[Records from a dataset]
++++++++
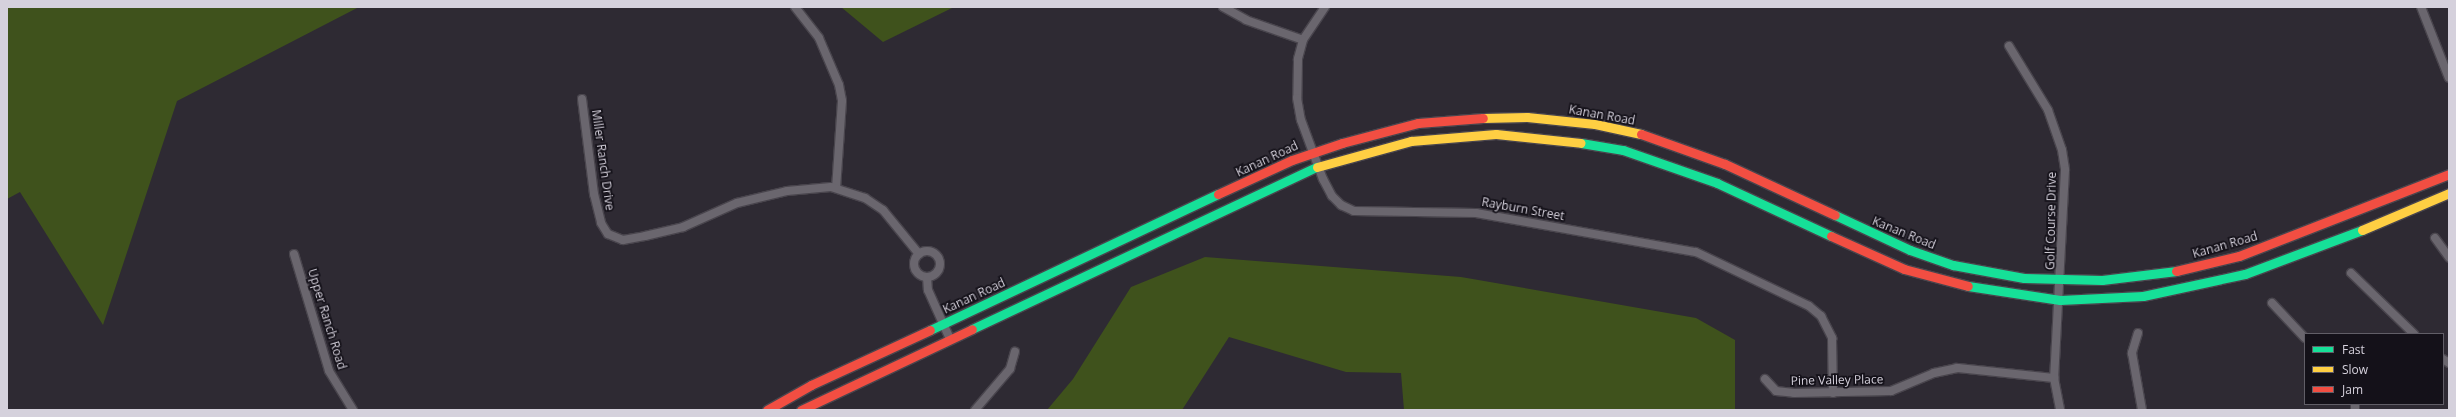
<!DOCTYPE html>
<style>
body{margin:0}
#map{position:relative;width:2456px;height:417px;overflow:hidden;background:#2e2a33;font-family:"Open Sans",sans-serif}
div>[style]{position:absolute}
[style*='--x']{left:calc(var(--x)*1px);top:calc(var(--y)*1px);width:calc(var(--w)*1px);rotate:calc(var(--a)*1deg)}
.green>*{inset:0;background:#3f521c}
.roads{filter:drop-shadow(1px 0 #49454d) drop-shadow(-1px 0 #49454d) drop-shadow(0 1px #49454d) drop-shadow(0 -1px #49454d)}
.street>*{height:8px;margin:-4px;padding:0 4px;transform-origin:4px;border-radius:4px;background:#6a666e}
.street>.ring{margin:-4px;padding:0;box-sizing:content-box;background:none;border:8px solid #6a666e;border-radius:50%}
.fast>*{height:9px;margin:-4.5px;padding:0 4.5px;transform-origin:4.5px;border-radius:4.5px;background:#16e098}
.slow>*{height:9px;margin:-4.5px;padding:0 4.5px;transform-origin:4.5px;border-radius:4.5px;background:#ffcf43}
.jam>*{height:9px;margin:-4.5px;padding:0 4.5px;transform-origin:4.5px;border-radius:4.5px;background:#f24e42}
span{translate:-50% -50%;white-space:nowrap;text-align:center;line-height:1.15;-webkit-text-stroke:3.5px #141119;paint-order:stroke}
.street-label{font-size:12px;color:#d5d1dc}
.frame{position:absolute;inset:0;border:8px solid #d5d1dc;pointer-events:none}
.legend{position:absolute;left:2304px;top:333px;width:140px;height:72px;box-sizing:border-box;background:#141119;border:1px solid #615e67;margin:0;padding:5px 7px;list-style:none;font-size:12px;color:#d5d1dc}
.legend li{display:flex;align-items:center;gap:8px;height:20px}
.legend b{width:20px;border:1px solid #615e67}
</style>
<div id="map">
<div class="green">
<i style="clip-path:polygon(7px 7px,359px 7px,177px 101px,103px 325px,20px 192px,7px 199px)"></i>
<i style="clip-path:polygon(841px 7px,954px 7px,883px 42px)"></i>
<i style="clip-path:polygon(1205px 257px,1461px 277px,1696px 318px,1735px 340px,1735px 410px,1404px 410px,1401px 373px,1346px 372px,1229px 337px,1182px 410px,1047px 410px,1073px 379px,1131px 287px)"></i>
</div>
<div class="roads">
<div class="street">
<i style="--x:795;--y:7;--w:39;--a:52"></i>
<i style="--x:819;--y:38;--w:51;--a:66.9"></i>
<i style="--x:839;--y:85;--w:16;--a:79"></i>
<i style="--x:842;--y:101;--w:87;--a:93.9"></i>
<i style="--x:1223;--y:7;--w:26;--a:29"></i>
<i style="--x:1246;--y:20;--w:60;--a:19.3"></i>
<i style="--x:1325;--y:7;--w:40;--a:124"></i>
<i style="--x:1303;--y:40;--w:20;--a:105"></i>
<i style="--x:1298;--y:59;--w:39;--a:91"></i>
<i style="--x:1297;--y:98;--w:22;--a:80"></i>
<i style="--x:1301;--y:120;--w:63;--a:69.6"></i>
<i style="--x:1323;--y:179;--w:19;--a:62"></i>
<i style="--x:1332;--y:196;--w:13;--a:45"></i>
<i style="--x:1341;--y:205;--w:14;--a:25"></i>
<i style="--x:1354;--y:211;--w:122;--a:0.9"></i>
<i style="--x:1476;--y:213;--w:223;--a:10.1"></i>
<i style="--x:1696;--y:252;--w:125;--a:25.5"></i>
<i style="--x:1809;--y:306;--w:16;--a:40"></i>
<i style="--x:1821;--y:316;--w:25;--a:63"></i>
<i style="--x:1832;--y:338;--w:55;--a:89"></i>
<i style="--x:2421;--y:7;--w:76;--a:68.5"></i>
<i style="--x:2009;--y:46;--w:75;--a:58.6"></i>
<i style="--x:2048;--y:110;--w:42;--a:70.7"></i>
<i style="--x:2062;--y:150;--w:20;--a:81"></i>
<i style="--x:2065;--y:170;--w:208;--a:93"></i>
<i style="--x:2054;--y:378;--w:33;--a:79"></i>
<i style="--x:582;--y:99;--w:96;--a:82.8"></i>
<i style="--x:594;--y:194;--w:30;--a:76"></i>
<i style="--x:601;--y:223;--w:13;--a:58"></i>
<i style="--x:608;--y:234;--w:16;--a:22"></i>
<i style="--x:623;--y:240;--w:22;--a:-10"></i>
<i style="--x:645;--y:236;--w:39;--a:-13"></i>
<i style="--x:683;--y:227;--w:59;--a:-24"></i>
<i style="--x:737;--y:203;--w:51;--a:-13.5"></i>
<i style="--x:787;--y:191;--w:44;--a:-5.2"></i>
<i style="--x:831;--y:187;--w:36;--a:18"></i>
<i style="--x:865;--y:198;--w:22;--a:34"></i>
<i style="--x:883;--y:210;--w:57;--a:50.7"></i>
<i style="--x:2435;--y:238;--w:24;--a:54"></i>
<i class="ring" style="left:914px;top:251px;width:18px;height:18px"></i>
<i style="--x:294;--y:254;--w:122;--a:73.3"></i>
<i style="--x:329;--y:371;--w:46;--a:58.4"></i>
<i style="--x:2351;--y:273;--w:88;--a:44.1"></i>
<i style="--x:927;--y:277;--w:13;--a:86"></i>
<i style="--x:928;--y:290;--w:54;--a:65.8"></i>
<i style="--x:2272;--y:303;--w:48;--a:46.7"></i>
<i style="--x:2138;--y:333;--w:21;--a:107"></i>
<i style="--x:2132;--y:353;--w:58;--a:80"></i>
<i style="--x:2443;--y:359;--w:7;--a:34"></i>
<i style="--x:1765;--y:379;--w:16;--a:47"></i>
<i style="--x:1776;--y:391;--w:18;--a:6"></i>
<i style="--x:1794;--y:393;--w:97;--a:-1.2"></i>
<i style="--x:1891;--y:391;--w:47;--a:-22.7"></i>
<i style="--x:1934;--y:373;--w:24;--a:-12"></i>
<i style="--x:1957;--y:368;--w:98;--a:5.9"></i>
<i style="--x:2355;--y:404;--w:6;--a:90"></i>
<i style="--x:975;--y:410;--w:54;--a:-49.5"></i>
<i style="--x:1010;--y:369;--w:18;--a:-74"></i>
</div>
<div class="fast">
<i style="--x:1581;--y:143;--w:43;--a:9.5"></i>
<i style="--x:1623;--y:150;--w:100;--a:19.3"></i>
<i style="--x:1717;--y:183;--w:126;--a:24.9"></i>
<i style="--x:1835;--y:215;--w:83;--a:25"></i>
<i style="--x:1910;--y:250;--w:46;--a:19.2"></i>
<i style="--x:1953;--y:265;--w:72;--a:10.4"></i>
<i style="--x:2024;--y:278;--w:78;--a:1.5"></i>
<i style="--x:2102;--y:280;--w:75;--a:-6.9"></i>
<i style="--x:1968;--y:286;--w:93;--a:8.7"></i>
<i style="--x:2060;--y:300;--w:83;--a:-2.8"></i>
<i style="--x:2143;--y:296;--w:104;--a:-12.2"></i>
<i style="--x:2245;--y:274;--w:125;--a:-20.6"></i>
<i style="--x:972;--y:329;--w:381;--a:-25.2"></i>
<i style="--x:930;--y:330;--w:318;--a:-25.3"></i>
</div>
<div class="slow">
<i style="--x:1483;--y:118;--w:44;--a:-1.3"></i>
<i style="--x:1527;--y:117;--w:68;--a:5.9"></i>
<i style="--x:1595;--y:124;--w:47;--a:12.3"></i>
<i style="--x:1317;--y:167;--w:98;--a:-15.5"></i>
<i style="--x:1411;--y:141;--w:85;--a:-4.7"></i>
<i style="--x:1496;--y:134;--w:85;--a:6"></i>
<i style="--x:2362;--y:230;--w:95;--a:-23"></i>
</div>
<div class="jam">
<i style="--x:1641;--y:134;--w:89;--a:19.7"></i>
<i style="--x:1725;--y:164;--w:121;--a:24.9"></i>
<i style="--x:1218;--y:194;--w:81;--a:-24.7"></i>
<i style="--x:1292;--y:160;--w:53;--a:-18.8"></i>
<i style="--x:1342;--y:143;--w:79;--a:-14.7"></i>
<i style="--x:1418;--y:123;--w:65;--a:-4.4"></i>
<i style="--x:1831;--y:236;--w:80;--a:24.3"></i>
<i style="--x:1904;--y:269;--w:66;--a:14.9"></i>
<i style="--x:2176;--y:271;--w:65;--a:-13.4"></i>
<i style="--x:2239;--y:256;--w:225;--a:-21.3"></i>
<i style="--x:767;--y:410;--w:51;--a:-29.6"></i>
<i style="--x:811;--y:385;--w:131;--a:-24.8"></i>
<i style="--x:801;--y:410;--w:189;--a:-25.3"></i>
</div>
</div>
<div class="street-label">
<span style="left:1602px;top:115px;rotate:10deg">Kanan Road</span>
<span style="left:1267px;top:159px;rotate:-25deg">Kanan Road</span>
<span style="left:603px;top:160px;rotate:82deg">Miller Ranch Drive</span>
<span style="left:1523px;top:209px;rotate:10deg">Rayburn Street</span>
<span style="left:2051px;top:221px;rotate:-89deg">Golf Course Drive</span>
<span style="left:1904px;top:233px;rotate:22deg">Kanan Road</span>
<span style="left:2225px;top:245px;rotate:-16deg">Kanan Road</span>
<span style="left:974px;top:296px;rotate:-25deg">Kanan Road</span>
<span style="left:327px;top:319px;rotate:73deg">Upper Ranch Road</span>
<span style="left:1837px;top:380px;rotate:-1deg">Pine Valley Place</span>
</div>
<div class="frame"></div>
<ul class="legend">
<li><b style="height:5px;background:#16e098"></b>Fast</li>
<li><b style="height:5px;background:#ffcf43"></b>Slow</li>
<li><b style="height:5px;background:#f24e42"></b>Jam</li>
</ul>
</div>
++++++++
→ **Exercise**
Please determine how many lines of the records above contain "color", and state that number only.

→ **Result of this task**
2